### Exercise brief
What is the number of lines in the data holding the word "strokeStyle"? Give that number by itself.

### Data for review
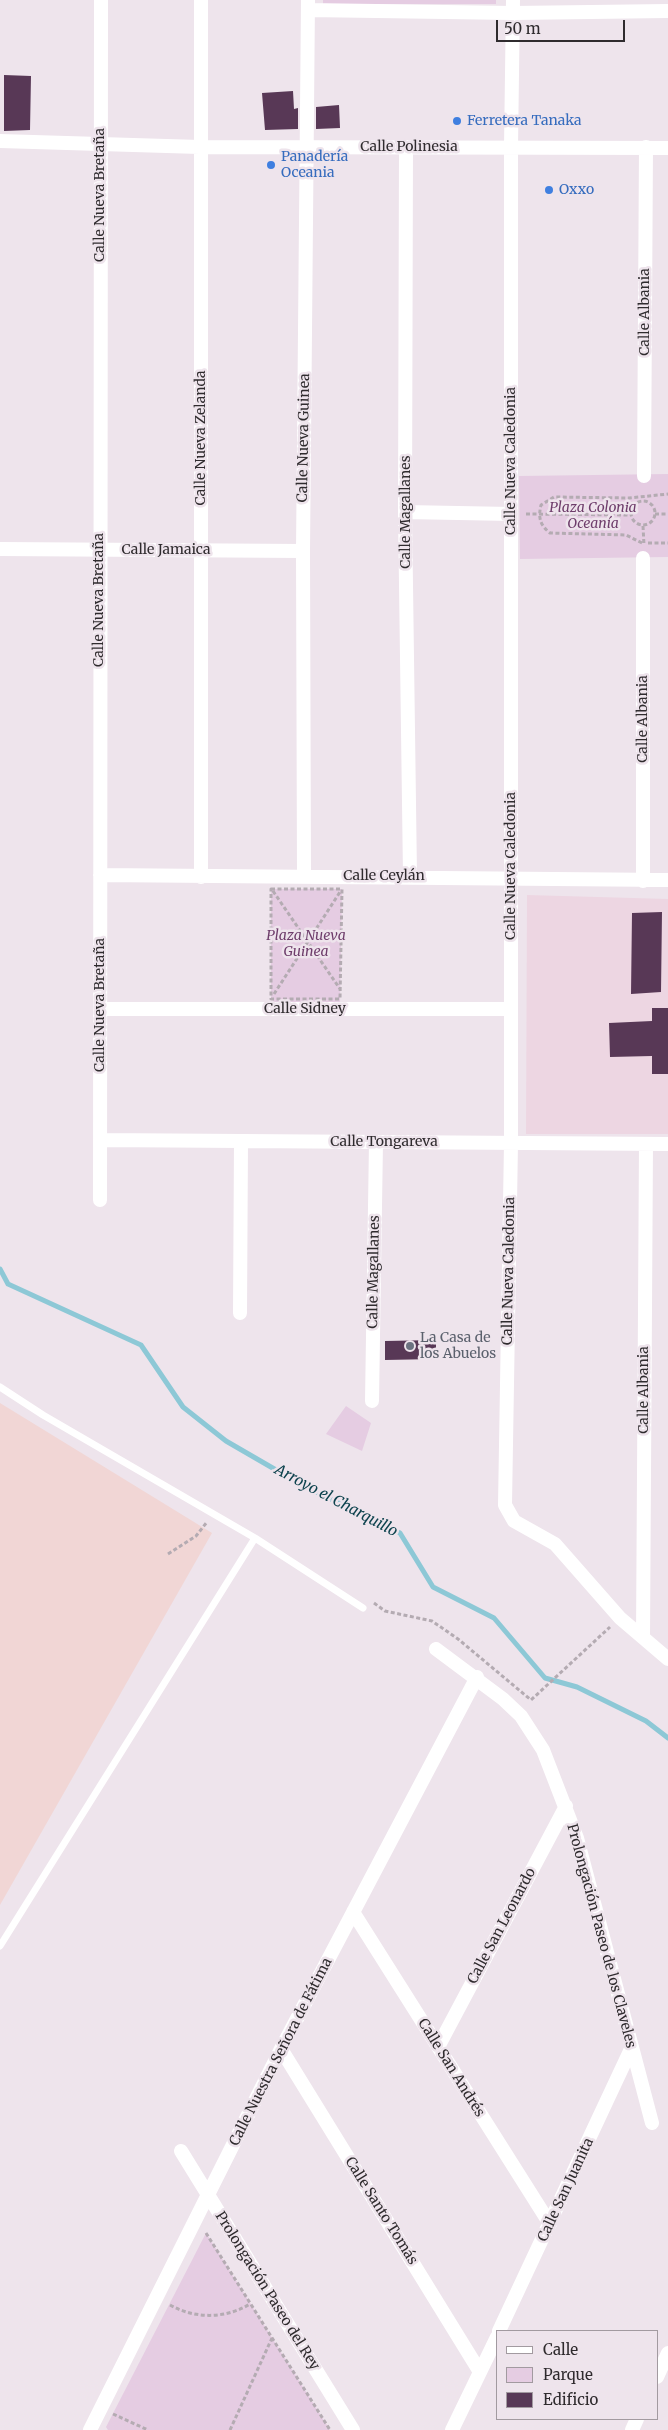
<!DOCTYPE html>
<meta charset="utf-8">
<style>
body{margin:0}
#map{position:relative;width:668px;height:2430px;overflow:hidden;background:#eee4ec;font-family:Merriweather,serif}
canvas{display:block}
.legend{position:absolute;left:496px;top:2330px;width:162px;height:90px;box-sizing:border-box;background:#eee4ec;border:1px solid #a29aa0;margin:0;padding:6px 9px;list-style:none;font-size:15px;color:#2f2b2e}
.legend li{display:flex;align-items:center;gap:10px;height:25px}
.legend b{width:25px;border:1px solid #a29aa0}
.scale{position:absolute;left:496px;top:20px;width:129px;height:22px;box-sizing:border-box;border:2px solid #2f2b2e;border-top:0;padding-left:6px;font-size:15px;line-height:18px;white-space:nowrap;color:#2f2b2e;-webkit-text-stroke:4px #eee4ec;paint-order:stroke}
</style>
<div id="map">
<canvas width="668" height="2430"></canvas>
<ul class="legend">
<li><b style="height:6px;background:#fff"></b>Calle</li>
<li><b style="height:14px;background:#e5cce2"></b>Parque</li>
<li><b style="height:14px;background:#583856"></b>Edificio</li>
</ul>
<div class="scale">50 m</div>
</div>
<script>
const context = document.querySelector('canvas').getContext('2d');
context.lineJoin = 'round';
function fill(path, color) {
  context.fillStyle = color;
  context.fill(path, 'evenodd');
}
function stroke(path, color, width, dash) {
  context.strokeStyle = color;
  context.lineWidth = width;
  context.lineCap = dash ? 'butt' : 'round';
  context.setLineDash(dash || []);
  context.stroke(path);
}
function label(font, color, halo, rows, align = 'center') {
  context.font = font + ' Merriweather,serif';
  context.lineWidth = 5;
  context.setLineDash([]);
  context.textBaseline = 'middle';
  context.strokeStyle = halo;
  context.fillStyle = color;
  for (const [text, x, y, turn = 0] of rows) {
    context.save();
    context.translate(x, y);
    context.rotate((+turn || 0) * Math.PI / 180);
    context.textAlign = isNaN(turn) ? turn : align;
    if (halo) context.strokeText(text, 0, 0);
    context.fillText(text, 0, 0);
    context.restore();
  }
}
const commercial = new Path2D(`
 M0 1403 212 1533 0 1905Z`);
const education = new Path2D(`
 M527 895 668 899V1134H526Z`);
const green = new Path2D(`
 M323 0H496V4H323Z
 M668 474V557L520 559 519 476Z
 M271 889H342L340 1003 271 1004Z
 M346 1406 371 1423 362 1451 326 1434Z
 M206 2233 330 2430H108L106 2427Z`);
const stream = new Path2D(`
 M0 1269 8 1284 141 1345 183 1407 226 1441 302 1485 400 1533 433 1587 494 1618 545 1678 577 1687 646 1721 668 1738`);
const building = new Path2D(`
 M4 75 31 76 30 130 4 131Z
 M293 91 294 109 298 108V129L265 130 262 93Z
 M339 105 340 128 316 129V107Z
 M662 912 661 992 631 994 632 913Z
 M652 1008H668V1074H652V1056L610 1057 609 1023 652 1021Z
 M436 1340V1359L385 1360V1341Z`);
const path = new Path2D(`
 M631 513a12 12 0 1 1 24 0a12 12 0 1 1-24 0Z
 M526 514 630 515
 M655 514H668
 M643 526 644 545
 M642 543 626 535 550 533C540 525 538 518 541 505L554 497 629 498 668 494
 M648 543H668
 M271 889H342L340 999H271Z
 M273 891 340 989
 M274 994 340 892
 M168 1554 196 1536 207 1522
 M374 1603 385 1611 432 1621 458 1639 531 1700 610 1627
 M206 2233 330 2430
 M170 2305C195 2319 225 2319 250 2304
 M113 2414 148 2430
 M230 2430 272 2338`);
const lane = new Path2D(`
 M0 1387 43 1415 255 1538 363 1608
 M0 1946 255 1538`);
const street = new Path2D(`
 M201 0V877
 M513 0 511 147V1143L505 1505 514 1521 555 1544 620 1618 668 1659
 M308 10 513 13 668 11
 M0 141 200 147 668 148
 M406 147 405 512 410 876
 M644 476 646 147
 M405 512 511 514
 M0 549 303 551
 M100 875 668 880
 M304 877 303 551 308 0
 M643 881V558
 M100 1009H510
 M100 1140 668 1144
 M100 1200 101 0
 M240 1313 241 1141
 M372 1401 376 1142
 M643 1637 646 1144
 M436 1649 503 1699 521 1716 543 1750 577 1838 652 2123
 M353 1912 550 2224
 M438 2047 566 1806
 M281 2049 480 2372
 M181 2151 353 2430
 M499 2331 631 2049
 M657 2377 668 2353
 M90 2430 281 2049 477 1677
 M452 2430 497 2337
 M632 2430 637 2419`);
const markers = [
 [457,121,5,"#3f7fe0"],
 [271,165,5,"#3f7fe0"],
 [549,190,5,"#3f7fe0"],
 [410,1346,5,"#6b7280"]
];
const shopNames = [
 ["Ferretera Tanaka",467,121],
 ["Panadería",281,157],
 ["Oceania",281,173],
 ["Oxxo",559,190]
];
const streetNames = [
 ["Calle Polinesia",409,147],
 ["Calle Nueva Bretaña",100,195,-90],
 ["Calle Albania",645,312,-90],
 ["Calle Nueva Zelanda",201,438,-90],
 ["Calle Nueva Guinea",304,438,-89],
 ["Calle Nueva Caledonia",511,461,-90],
 ["Calle Magallanes",406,512,-90],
 ["Calle Jamaica",166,550],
 ["Calle Nueva Bretaña",99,600,-90],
 ["Calle Albania",643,719,-90],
 ["Calle Nueva Caledonia",511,866,-90],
 ["Calle Ceylán",384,876],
 ["Calle Nueva Bretaña",100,1005,-90],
 ["Calle Sidney",305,1009],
 ["Calle Tongareva",384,1142],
 ["Calle Nueva Caledonia",509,1271,-89],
 ["Calle Magallanes",374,1272,-89],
 ["Calle Albania",644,1390,-90],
 ["Calle San Leonardo",502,1926,-62],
 ["Prolongación Paseo de los Claveles",601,1936,75],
 ["Calle Nuestra Señora de Fátima",281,2052,-63],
 ["Calle San Andrés",451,2068,58],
 ["Calle San Juanita",566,2190,-65],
 ["Calle Santo Tomás",381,2211,58],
 ["Prolongación Paseo del Rey",267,2291,58]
];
const parkNames = [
 ["Plaza Colonia",593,508],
 ["Oceanía",593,524],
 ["Plaza Nueva",306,936],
 ["Guinea",306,952]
];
const worshipNames = [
 ["La Casa de",420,1338],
 ["los Abuelos",420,1354]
];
const waterNames = [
 ["Arroyo el Charquillo",336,1501,28]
];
fill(commercial, '#f1d6d5');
fill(education, '#edd6e2');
fill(green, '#e5cce2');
stroke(stream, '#8dc8d6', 5);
fill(building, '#583856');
stroke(path, '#b4abb2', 3, [4, 2.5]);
stroke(lane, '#fff', 7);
stroke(street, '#fff', 14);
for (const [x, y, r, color] of markers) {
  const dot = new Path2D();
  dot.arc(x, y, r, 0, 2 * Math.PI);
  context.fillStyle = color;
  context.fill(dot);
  stroke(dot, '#eee4ec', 2);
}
label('14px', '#366cbe', '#eee4ec', shopNames, 'left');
label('14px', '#2f2b2e', '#eee4ec', streetNames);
label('italic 14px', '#6e3d6b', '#eee4ec', parkNames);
label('14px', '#5b616d', '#eee4ec', worshipNames, 'left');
label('italic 15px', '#0e434e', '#eee4ec', waterNames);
</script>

### Output below
2